Stored data entries:
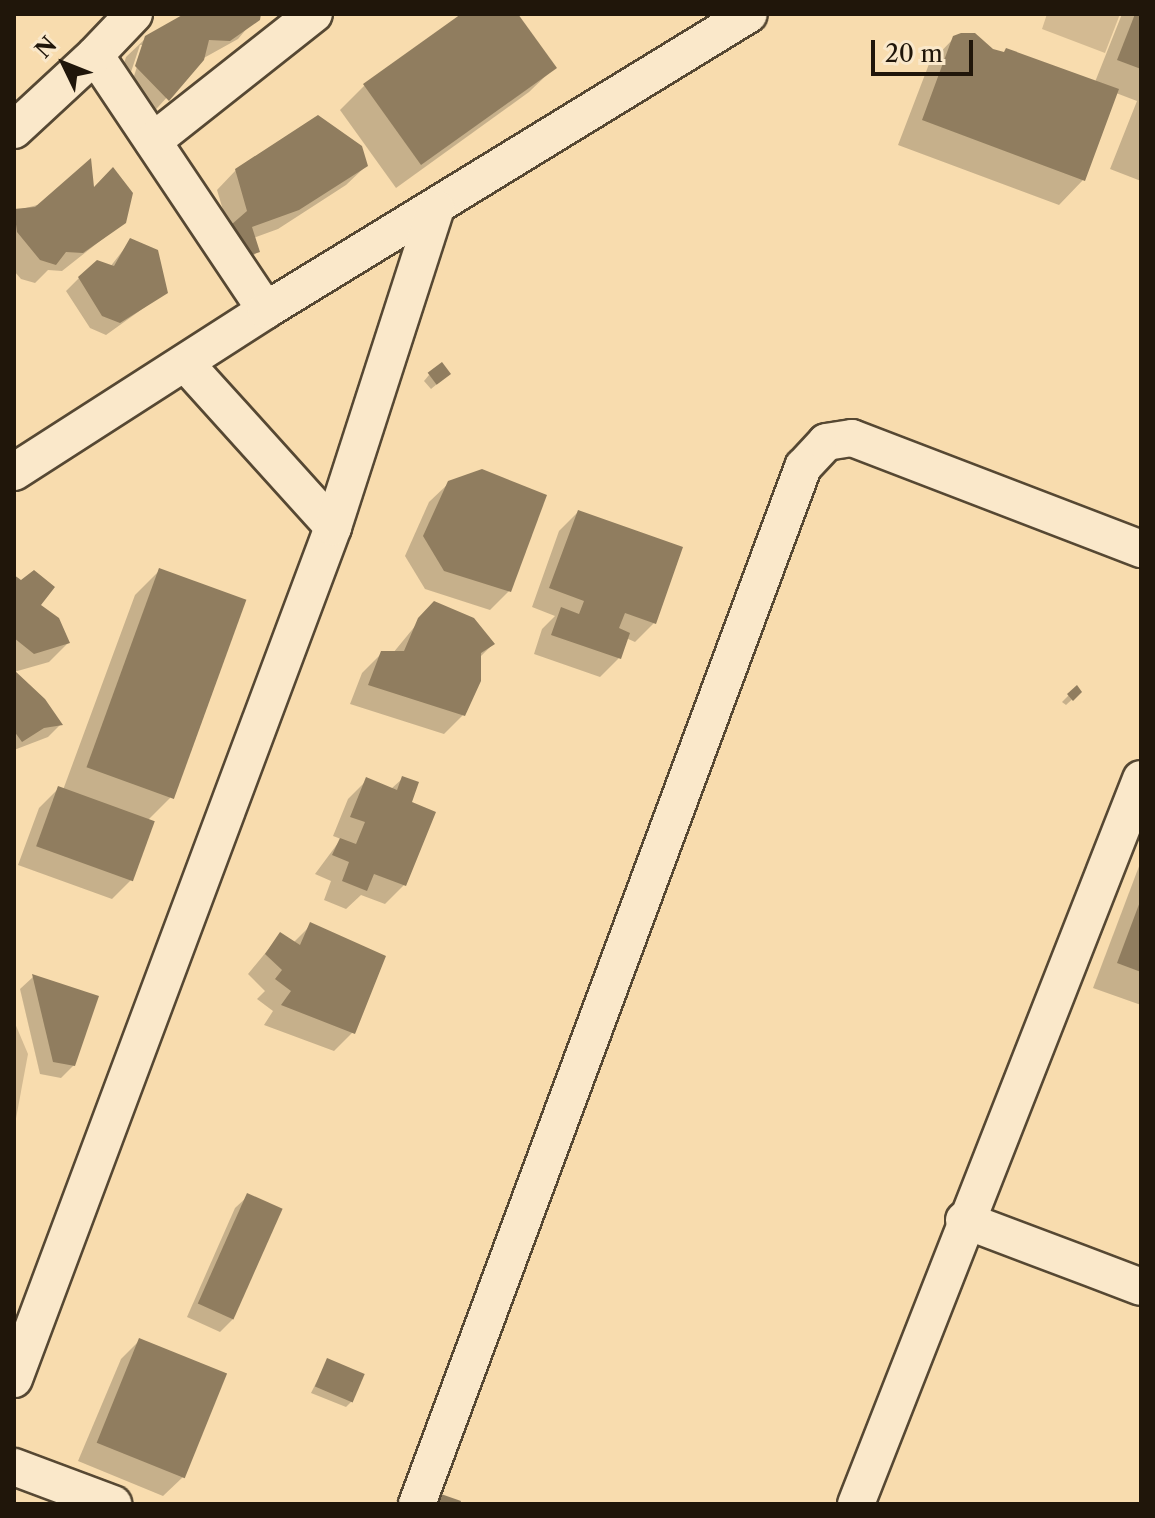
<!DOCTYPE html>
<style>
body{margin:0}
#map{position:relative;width:1155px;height:1518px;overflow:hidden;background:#f8dcae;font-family:"Libre Caslon Text",serif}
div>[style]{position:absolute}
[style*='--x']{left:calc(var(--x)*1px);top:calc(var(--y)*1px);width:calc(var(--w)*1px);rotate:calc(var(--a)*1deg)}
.green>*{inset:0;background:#d3ba92}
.shadow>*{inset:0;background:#0003}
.building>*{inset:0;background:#907d5f;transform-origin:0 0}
.roads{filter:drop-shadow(2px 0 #564833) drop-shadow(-2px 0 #564833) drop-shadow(0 2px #564833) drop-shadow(0 -2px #564833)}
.minor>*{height:36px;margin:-18px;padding:0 18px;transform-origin:18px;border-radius:18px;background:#fae8ca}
span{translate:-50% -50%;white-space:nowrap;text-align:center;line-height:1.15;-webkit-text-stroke:6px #fae8ca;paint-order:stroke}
.frame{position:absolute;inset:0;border:16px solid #20160a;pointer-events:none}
.north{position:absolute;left:24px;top:24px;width:80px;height:80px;-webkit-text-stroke:6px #fae8ca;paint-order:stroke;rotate:313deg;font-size:22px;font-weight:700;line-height:32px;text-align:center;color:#20160a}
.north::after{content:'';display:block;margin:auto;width:28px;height:36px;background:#20160a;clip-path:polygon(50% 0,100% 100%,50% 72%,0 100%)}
.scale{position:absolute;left:871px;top:40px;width:102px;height:36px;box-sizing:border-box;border:4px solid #20160a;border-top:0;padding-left:10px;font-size:24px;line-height:28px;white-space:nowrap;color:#20160a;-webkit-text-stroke:6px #fae8ca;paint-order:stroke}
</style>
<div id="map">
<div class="green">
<div style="clip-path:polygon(1047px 14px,1120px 14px,1105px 53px,1042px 29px)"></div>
<div style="clip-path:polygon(14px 1021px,28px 1054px,14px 1129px)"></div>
</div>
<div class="shadow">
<div style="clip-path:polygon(evenodd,188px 14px,259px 14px,238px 39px,202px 59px,148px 118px,117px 86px,126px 57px,146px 38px,188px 14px,140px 45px,144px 45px,134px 76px,130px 75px,140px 45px)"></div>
<div style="clip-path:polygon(465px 14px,516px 14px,554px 68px,529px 92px,396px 188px,340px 110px,365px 85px)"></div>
<div style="clip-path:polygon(1122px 14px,1141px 14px,1141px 181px,1110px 169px,1137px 101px,1116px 93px,1083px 180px,1059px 205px,898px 145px,929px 64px,954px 38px,1095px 82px)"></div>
<div style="clip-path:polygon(366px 166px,346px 185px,278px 229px,253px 238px,258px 251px,252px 257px,229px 230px,217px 190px,236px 170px)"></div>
<div style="clip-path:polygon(92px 191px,124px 222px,62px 271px,48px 270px,35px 283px,21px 279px,14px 271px,14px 211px)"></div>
<div style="clip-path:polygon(131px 240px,166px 292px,106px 335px,90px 328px,66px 291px,79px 278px,110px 267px)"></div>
<div style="clip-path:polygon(429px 375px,443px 379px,431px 389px,424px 381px)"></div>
<div style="clip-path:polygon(449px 483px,509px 591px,490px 610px,425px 589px,405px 556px,429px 502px)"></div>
<div style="clip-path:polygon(578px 512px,654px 623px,635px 642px,626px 638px,619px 658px,600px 677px,534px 654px,542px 629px,555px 616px,532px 607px,559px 531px)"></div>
<div style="clip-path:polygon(160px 570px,170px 798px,147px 821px,131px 880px,112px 899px,18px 865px,39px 808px,58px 789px,63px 790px,135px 595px)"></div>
<div style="clip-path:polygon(14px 578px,68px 643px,49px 662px,14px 672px)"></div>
<div style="clip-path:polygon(434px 603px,493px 644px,479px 658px,463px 715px,444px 734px,350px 704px,362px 673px,382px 653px,393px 653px)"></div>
<div style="clip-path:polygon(14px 673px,60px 725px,48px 737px,14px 750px)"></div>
<div style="clip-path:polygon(1076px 688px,1080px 692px,1066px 705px,1062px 702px)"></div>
<div style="clip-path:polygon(403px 778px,409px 803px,404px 885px,385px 904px,361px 895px,346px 909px,324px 900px,331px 881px,315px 874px,341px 839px,333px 836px,348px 799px,367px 780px,391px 789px)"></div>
<div style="clip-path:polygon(1141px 861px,1141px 1005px,1093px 988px)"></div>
<div style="clip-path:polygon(311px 925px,353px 1032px,334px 1051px,264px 1025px,273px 1011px,257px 999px,265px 991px,248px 974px,281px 934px,293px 943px)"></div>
<div style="clip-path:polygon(33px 977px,74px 1065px,61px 1078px,40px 1074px,20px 989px)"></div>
<div style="clip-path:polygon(248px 1196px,233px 1319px,220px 1332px,187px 1317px,235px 1208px)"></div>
<div style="clip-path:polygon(140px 1340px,183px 1477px,163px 1496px,78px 1461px,121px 1359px)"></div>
<div style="clip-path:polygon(327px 1361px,352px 1401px,346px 1407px,311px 1393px)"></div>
</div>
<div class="building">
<div style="clip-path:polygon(184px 14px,261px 14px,260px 20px,230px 41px,209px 40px,204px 60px,169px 101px,135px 66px,145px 36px)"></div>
<div style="clip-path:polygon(461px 14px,518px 14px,557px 68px,421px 165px,363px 84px)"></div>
<div style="clip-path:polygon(1135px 14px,1141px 14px,1141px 69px,1117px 60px)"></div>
<div style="clip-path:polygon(961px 33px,975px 33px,993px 49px,1004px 52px,1006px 48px,1119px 89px,1085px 181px,922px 120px,953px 36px)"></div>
<div style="clip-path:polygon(318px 115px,362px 146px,368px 166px,299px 210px,252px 227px,260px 252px,242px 258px,224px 231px,247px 211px,235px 169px)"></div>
<div style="clip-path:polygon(91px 158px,94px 187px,113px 167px,133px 193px,126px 223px,83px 253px,66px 252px,56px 265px,40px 260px,17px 232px,14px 209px,35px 207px)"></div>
<div style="clip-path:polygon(130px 238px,158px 250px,168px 293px,120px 323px,102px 316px,78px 277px,97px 260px,114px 266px)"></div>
<div style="left:442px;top:362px;width:15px;height:18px;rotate:53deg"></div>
<div style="clip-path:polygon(482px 469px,547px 495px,511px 592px,444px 571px,423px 536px,448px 481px)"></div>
<div style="clip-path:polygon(578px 510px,683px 547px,656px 624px,625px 613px,619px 628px,630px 633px,621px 659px,551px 635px,561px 607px,579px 614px,584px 601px,549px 588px)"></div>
<div style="left:159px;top:568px;width:93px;height:212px;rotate:20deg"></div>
<div style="clip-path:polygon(34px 570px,55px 587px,41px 605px,59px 618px,70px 643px,34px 654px,14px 638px,14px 575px,21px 580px)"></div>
<div style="clip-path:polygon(434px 601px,474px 618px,495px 644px,481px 653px,481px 681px,465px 716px,368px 685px,381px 651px,404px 651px,418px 618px)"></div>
<div style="clip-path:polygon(14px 670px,45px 699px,63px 725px,44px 728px,22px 742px,14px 731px)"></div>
<div style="clip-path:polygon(1077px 685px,1082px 692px,1073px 701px,1067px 694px)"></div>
<div style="clip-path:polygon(402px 776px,419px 782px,412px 802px,436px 812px,406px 886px,374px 874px,367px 891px,342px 881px,349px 862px,332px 855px,340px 838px,356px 844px,365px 822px,350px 817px,366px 777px,397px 790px)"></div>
<div style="left:58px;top:786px;width:103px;height:64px;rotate:20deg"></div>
<div style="clip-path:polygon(1141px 899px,1141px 972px,1117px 963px)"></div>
<div style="clip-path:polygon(310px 922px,386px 956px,355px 1034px,281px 1005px,291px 991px,275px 979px,282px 970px,265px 954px,280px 932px,300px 945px)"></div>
<div style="clip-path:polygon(32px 974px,99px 996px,75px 1066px,53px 1062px)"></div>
<div style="left:247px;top:1193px;width:39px;height:121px;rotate:24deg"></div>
<div style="left:139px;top:1338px;width:95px;height:113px;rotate:22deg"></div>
<div style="left:327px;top:1358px;width:41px;height:31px;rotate:23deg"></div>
<div style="clip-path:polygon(441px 1494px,461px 1501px,460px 1504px,438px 1504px)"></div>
</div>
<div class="roads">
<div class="minor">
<div style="--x:134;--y:14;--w:57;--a:133.6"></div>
<div style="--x:95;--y:55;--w:307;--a:56.2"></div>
<div style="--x:14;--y:130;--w:110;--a:-42.8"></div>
<div style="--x:153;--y:141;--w:205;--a:-38.3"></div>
<div style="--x:185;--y:363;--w:221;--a:47.9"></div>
<div style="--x:14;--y:472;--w:300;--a:-32.7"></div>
<div style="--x:266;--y:310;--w:566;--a:-31.5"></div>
<div style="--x:964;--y:1220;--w:189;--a:20.7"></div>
<div style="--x:14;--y:1379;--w:910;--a:-69.47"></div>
<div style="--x:333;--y:527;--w:335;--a:-72.1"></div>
<div style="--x:14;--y:1467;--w:106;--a:20.5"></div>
<div style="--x:417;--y:1504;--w:1107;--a:-69.58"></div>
<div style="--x:803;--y:467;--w:34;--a:-47"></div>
<div style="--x:826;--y:442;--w:26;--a:-9"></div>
<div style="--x:852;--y:438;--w:310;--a:21"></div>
<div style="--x:856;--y:1504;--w:779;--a:-68.54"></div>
</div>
</div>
<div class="frame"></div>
<div class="north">N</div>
<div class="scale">20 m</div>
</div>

## [What you are asked to do]
Pictures are to be left out; otherwise, retype exactly the lines from the first line of the data through the line containing "0 #564833) drop-shadow(-2px".

## [Exercise solution]
<!DOCTYPE html>
<style>
body{margin:0}
#map{position:relative;width:1155px;height:1518px;overflow:hidden;background:#f8dcae;font-family:"Libre Caslon Text",serif}
div>[style]{position:absolute}
[style*='--x']{left:calc(var(--x)*1px);top:calc(var(--y)*1px);width:calc(var(--w)*1px);rotate:calc(var(--a)*1deg)}
.green>*{inset:0;background:#d3ba92}
.shadow>*{inset:0;background:#0003}
.building>*{inset:0;background:#907d5f;transform-origin:0 0}
.roads{filter:drop-shadow(2px 0 #564833) drop-shadow(-2px 0 #564833) drop-shadow(0 2px #564833) drop-shadow(0 -2px #564833)}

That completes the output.